▸ **What the task requires**:
Select and copy out every line in the records containing "north".

[Dataset entries]
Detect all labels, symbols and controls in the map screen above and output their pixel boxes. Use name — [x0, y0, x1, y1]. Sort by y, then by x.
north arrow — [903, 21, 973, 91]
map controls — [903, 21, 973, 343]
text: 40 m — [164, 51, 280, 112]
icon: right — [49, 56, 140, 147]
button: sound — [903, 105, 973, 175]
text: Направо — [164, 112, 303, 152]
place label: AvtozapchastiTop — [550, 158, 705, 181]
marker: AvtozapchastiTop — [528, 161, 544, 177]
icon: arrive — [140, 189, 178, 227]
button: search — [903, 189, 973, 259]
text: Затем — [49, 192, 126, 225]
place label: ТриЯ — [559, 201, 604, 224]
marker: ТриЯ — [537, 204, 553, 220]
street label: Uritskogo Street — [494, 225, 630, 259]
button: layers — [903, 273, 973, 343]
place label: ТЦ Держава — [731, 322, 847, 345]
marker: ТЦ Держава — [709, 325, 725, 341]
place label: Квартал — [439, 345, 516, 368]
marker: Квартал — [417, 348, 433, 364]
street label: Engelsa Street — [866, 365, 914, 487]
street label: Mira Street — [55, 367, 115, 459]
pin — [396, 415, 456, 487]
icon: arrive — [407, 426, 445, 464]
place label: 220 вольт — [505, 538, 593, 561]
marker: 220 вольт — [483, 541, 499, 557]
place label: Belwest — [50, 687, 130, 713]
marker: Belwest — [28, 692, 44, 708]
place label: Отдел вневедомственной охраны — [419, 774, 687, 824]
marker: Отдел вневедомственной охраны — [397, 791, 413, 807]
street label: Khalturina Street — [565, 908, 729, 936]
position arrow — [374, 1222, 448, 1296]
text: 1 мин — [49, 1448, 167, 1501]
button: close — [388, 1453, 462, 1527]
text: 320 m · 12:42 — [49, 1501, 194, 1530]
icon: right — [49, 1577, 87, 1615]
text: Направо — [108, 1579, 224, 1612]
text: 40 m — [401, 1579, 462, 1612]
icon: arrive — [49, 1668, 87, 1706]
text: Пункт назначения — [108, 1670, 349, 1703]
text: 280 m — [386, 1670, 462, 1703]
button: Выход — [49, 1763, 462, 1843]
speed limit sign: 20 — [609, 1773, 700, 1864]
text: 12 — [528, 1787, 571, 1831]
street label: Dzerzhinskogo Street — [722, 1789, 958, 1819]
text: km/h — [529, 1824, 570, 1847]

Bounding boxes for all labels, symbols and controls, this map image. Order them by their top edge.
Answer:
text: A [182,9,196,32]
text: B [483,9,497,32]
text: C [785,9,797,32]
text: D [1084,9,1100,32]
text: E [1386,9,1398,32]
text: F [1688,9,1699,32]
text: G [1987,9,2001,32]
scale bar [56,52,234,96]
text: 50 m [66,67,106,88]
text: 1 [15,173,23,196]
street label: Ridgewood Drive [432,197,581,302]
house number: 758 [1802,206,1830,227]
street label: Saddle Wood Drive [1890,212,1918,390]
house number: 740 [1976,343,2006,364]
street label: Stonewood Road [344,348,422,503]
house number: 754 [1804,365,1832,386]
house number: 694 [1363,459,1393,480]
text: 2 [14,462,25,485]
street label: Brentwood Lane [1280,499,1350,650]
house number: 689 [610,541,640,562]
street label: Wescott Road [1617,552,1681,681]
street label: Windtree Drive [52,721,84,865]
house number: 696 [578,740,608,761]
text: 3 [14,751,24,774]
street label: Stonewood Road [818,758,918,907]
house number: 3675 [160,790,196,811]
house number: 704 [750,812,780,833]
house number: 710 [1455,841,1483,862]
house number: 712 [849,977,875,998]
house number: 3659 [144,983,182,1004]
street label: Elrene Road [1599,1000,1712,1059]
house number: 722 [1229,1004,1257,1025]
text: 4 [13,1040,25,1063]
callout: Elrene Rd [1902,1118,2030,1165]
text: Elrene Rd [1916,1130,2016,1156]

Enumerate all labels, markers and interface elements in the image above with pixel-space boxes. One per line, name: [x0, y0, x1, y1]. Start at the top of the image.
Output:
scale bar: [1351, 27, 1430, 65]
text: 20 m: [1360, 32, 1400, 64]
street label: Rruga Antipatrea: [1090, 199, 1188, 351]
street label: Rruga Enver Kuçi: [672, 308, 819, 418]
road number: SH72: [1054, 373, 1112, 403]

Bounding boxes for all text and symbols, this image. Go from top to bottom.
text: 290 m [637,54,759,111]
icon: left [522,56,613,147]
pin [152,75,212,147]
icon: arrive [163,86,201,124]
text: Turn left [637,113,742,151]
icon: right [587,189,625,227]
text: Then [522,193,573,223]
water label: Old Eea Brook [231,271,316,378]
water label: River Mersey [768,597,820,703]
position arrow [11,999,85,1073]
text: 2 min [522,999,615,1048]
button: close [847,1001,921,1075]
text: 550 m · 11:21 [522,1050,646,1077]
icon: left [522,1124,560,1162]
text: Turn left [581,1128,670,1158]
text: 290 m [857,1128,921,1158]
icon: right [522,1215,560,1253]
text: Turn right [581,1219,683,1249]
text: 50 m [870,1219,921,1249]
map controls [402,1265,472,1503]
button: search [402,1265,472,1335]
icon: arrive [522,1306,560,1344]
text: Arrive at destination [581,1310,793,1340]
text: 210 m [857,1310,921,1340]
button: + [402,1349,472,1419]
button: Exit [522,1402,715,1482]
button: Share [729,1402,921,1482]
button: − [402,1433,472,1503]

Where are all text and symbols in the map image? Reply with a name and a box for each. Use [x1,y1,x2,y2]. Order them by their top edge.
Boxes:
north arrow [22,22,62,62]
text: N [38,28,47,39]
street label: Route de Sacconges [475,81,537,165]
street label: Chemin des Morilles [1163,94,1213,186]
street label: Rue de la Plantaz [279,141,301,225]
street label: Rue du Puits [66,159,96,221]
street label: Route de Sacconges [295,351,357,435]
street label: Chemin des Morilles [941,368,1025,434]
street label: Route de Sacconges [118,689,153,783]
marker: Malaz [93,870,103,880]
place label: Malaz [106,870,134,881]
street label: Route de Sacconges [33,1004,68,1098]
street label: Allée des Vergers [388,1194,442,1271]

▸ **Answer space**:
north arrow — [903, 21, 973, 91]
north arrow [22,22,62,62]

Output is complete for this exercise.